**Your instructions**
The word "evenodd" marks the lines to copy; find all of them in the entries below.

──────

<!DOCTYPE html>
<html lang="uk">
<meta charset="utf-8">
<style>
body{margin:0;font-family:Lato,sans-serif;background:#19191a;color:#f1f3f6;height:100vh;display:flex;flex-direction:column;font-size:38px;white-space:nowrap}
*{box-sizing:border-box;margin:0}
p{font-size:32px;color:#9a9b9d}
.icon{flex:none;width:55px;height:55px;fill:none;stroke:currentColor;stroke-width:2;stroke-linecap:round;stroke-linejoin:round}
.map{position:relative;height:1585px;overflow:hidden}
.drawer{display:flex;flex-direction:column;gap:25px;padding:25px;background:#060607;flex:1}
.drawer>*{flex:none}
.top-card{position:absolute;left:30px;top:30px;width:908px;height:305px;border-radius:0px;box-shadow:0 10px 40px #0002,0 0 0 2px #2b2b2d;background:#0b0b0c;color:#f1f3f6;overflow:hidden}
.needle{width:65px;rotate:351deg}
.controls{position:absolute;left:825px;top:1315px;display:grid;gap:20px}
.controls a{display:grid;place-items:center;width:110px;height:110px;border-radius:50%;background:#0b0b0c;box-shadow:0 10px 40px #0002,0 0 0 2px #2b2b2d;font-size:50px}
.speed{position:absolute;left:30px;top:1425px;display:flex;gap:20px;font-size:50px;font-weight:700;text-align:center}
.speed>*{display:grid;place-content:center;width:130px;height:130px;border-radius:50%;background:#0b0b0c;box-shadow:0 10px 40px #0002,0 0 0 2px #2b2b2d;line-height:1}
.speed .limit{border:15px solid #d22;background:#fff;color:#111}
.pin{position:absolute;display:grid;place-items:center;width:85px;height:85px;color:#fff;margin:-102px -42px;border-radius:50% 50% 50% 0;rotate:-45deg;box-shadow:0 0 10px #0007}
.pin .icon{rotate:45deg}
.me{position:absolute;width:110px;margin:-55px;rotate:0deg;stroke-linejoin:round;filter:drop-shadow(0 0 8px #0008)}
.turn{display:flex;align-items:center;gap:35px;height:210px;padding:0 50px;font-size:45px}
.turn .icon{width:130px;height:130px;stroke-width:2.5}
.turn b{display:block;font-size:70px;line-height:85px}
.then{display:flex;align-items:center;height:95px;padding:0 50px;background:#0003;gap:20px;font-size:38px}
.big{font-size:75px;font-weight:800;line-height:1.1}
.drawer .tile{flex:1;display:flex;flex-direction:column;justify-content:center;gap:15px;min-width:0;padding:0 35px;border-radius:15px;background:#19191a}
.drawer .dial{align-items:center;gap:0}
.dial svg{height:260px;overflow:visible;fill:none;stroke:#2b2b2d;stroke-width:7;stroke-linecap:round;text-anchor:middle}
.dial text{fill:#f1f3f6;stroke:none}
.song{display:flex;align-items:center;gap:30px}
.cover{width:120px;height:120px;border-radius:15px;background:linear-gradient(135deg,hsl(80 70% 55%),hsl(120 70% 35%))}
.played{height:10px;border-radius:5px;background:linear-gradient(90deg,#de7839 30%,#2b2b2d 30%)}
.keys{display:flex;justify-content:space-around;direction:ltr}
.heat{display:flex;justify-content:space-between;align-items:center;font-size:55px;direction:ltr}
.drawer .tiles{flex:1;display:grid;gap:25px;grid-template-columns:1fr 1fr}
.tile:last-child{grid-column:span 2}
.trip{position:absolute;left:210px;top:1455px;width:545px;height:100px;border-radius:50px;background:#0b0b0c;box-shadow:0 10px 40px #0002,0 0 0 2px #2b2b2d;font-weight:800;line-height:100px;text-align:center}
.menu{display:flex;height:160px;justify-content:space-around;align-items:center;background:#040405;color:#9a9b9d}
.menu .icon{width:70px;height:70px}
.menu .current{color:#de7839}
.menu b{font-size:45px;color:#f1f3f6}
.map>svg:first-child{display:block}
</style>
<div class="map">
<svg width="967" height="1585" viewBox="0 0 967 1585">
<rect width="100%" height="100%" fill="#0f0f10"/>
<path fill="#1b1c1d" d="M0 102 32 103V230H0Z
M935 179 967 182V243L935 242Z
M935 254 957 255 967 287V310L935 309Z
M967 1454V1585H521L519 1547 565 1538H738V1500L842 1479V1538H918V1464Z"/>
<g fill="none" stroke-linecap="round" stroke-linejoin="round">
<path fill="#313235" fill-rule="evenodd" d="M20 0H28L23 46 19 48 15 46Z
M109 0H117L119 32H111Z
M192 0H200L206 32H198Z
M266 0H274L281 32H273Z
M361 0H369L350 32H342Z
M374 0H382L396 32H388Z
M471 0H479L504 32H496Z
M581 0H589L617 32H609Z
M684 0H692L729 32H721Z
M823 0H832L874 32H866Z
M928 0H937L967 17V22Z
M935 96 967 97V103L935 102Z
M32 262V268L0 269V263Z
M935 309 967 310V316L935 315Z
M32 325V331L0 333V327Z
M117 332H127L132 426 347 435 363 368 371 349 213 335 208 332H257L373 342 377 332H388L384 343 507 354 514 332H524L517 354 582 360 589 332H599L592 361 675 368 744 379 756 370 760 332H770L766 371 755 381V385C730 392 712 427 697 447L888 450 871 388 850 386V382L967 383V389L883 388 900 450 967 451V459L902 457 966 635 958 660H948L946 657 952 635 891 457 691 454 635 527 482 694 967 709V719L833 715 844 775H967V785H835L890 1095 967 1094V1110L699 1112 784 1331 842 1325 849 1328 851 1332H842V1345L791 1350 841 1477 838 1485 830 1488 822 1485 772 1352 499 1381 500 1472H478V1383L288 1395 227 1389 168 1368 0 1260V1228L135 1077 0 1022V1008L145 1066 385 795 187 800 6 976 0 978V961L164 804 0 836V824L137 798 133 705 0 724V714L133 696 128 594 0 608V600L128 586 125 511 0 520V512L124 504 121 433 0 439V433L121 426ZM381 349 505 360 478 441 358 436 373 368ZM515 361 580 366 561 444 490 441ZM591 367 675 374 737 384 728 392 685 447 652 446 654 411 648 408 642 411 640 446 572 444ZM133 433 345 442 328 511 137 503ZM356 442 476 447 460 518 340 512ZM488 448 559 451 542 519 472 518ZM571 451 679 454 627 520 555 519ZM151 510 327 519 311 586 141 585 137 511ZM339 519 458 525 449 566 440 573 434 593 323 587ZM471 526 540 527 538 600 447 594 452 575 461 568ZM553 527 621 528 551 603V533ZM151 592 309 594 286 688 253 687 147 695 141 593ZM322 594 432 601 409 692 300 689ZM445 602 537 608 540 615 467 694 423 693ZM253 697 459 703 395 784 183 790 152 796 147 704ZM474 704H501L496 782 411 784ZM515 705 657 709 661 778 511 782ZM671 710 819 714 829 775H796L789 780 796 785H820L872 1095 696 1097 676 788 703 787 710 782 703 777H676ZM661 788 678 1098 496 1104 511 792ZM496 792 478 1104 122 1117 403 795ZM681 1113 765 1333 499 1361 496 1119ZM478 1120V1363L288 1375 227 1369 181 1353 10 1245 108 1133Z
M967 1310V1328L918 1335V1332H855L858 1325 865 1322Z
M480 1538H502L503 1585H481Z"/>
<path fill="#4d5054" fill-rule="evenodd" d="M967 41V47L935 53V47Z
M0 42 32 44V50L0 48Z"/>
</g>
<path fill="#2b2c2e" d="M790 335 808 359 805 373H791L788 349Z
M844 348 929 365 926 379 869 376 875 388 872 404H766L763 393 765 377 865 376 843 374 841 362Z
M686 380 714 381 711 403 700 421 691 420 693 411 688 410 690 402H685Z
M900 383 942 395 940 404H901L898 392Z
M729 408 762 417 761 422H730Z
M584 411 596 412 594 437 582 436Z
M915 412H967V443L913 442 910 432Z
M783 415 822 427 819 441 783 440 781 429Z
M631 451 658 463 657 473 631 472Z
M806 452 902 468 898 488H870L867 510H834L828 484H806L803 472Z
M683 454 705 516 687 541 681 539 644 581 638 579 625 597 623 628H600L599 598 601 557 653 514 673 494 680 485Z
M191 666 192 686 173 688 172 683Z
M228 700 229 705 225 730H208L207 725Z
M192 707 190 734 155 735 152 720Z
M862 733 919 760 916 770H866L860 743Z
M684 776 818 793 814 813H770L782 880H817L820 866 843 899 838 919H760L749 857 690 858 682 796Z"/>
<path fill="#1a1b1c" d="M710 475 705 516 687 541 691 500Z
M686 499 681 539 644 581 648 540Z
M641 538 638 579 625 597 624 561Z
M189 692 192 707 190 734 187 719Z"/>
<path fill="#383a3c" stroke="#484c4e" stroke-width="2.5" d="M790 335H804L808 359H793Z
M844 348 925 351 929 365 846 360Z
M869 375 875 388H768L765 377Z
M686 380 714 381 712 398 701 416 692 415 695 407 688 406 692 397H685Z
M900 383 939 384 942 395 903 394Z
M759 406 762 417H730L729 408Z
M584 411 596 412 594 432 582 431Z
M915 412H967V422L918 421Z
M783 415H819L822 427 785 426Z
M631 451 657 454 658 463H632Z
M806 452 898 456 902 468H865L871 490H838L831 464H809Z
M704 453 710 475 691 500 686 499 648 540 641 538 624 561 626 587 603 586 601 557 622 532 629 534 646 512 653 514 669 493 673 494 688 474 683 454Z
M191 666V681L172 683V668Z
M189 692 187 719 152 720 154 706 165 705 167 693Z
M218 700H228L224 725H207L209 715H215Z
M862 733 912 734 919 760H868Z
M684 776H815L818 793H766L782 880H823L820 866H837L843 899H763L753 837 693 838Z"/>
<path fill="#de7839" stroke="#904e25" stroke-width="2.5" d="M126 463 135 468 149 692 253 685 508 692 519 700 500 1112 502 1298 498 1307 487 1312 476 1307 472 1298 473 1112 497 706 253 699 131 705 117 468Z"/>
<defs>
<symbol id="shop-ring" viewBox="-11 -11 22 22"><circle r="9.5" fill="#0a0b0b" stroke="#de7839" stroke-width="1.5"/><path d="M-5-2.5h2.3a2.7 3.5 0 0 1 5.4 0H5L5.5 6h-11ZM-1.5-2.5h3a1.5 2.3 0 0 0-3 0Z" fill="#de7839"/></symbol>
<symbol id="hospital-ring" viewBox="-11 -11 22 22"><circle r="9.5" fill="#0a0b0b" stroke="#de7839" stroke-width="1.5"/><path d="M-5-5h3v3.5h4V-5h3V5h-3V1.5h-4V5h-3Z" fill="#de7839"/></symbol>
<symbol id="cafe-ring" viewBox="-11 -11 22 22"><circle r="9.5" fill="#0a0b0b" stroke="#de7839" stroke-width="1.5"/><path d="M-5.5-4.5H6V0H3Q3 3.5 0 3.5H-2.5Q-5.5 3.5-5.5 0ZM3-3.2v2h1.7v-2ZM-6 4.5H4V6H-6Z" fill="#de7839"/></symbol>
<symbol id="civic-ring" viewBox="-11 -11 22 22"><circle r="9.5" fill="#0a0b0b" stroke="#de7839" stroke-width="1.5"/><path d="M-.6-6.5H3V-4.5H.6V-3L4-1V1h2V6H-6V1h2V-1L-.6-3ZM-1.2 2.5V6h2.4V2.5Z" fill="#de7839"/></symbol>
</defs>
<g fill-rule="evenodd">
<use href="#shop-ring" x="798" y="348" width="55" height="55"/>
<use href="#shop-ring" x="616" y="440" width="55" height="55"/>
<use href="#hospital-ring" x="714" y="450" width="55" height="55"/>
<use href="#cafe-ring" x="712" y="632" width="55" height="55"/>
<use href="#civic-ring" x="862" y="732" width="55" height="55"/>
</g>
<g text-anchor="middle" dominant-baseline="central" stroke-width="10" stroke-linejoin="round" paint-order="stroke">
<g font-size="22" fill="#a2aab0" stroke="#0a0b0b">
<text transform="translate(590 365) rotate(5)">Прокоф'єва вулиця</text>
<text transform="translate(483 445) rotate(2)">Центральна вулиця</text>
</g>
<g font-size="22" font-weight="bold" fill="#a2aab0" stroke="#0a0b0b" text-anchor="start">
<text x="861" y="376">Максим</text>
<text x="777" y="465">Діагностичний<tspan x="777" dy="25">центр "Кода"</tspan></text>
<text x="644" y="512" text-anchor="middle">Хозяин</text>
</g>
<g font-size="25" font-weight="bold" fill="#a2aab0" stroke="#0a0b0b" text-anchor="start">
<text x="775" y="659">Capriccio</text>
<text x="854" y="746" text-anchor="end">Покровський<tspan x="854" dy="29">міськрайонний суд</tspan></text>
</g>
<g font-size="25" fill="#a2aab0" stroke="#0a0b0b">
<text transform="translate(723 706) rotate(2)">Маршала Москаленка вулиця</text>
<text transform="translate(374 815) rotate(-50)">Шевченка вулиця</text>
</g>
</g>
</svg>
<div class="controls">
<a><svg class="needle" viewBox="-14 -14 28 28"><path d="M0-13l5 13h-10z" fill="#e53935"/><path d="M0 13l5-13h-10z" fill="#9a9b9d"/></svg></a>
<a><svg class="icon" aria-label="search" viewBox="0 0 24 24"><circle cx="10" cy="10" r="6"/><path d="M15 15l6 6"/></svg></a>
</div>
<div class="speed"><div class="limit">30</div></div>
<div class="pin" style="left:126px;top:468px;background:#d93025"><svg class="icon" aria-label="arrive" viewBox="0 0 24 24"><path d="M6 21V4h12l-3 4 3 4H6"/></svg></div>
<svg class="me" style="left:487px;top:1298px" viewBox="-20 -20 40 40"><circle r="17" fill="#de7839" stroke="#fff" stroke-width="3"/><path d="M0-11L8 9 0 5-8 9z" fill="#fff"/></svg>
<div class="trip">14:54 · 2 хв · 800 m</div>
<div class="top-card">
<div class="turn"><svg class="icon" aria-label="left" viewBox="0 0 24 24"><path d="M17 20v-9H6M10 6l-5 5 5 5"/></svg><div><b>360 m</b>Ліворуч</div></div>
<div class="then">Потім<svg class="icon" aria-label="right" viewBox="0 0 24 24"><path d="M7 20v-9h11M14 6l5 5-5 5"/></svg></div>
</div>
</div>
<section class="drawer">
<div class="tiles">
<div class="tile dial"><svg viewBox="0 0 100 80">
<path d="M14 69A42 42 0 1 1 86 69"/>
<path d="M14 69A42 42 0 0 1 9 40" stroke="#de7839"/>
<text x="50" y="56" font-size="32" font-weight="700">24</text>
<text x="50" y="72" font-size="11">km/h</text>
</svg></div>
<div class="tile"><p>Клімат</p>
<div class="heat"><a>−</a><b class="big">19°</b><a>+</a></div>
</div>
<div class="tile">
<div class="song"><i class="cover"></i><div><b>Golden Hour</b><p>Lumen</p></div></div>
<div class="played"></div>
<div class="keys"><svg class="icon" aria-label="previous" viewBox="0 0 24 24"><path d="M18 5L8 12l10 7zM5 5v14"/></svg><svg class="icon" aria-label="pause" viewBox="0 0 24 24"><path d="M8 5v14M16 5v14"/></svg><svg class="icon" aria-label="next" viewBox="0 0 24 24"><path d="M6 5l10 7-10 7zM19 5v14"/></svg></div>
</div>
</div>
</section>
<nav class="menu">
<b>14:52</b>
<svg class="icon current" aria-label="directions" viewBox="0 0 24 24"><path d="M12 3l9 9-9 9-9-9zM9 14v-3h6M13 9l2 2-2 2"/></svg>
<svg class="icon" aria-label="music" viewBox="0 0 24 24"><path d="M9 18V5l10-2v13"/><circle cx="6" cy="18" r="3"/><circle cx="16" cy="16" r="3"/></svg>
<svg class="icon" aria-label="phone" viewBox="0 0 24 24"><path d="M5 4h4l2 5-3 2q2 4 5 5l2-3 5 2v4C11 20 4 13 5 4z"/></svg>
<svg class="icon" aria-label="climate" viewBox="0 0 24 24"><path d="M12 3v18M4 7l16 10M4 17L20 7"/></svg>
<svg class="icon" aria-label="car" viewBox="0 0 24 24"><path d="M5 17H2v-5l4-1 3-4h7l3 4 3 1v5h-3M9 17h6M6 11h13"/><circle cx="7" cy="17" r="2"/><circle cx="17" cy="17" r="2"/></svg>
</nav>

──────

**Response box**
<path fill="#313235" fill-rule="evenodd" d="M20 0H28L23 46 19 48 15 46Z
<path fill="#4d5054" fill-rule="evenodd" d="M967 41V47L935 53V47Z
<g fill-rule="evenodd">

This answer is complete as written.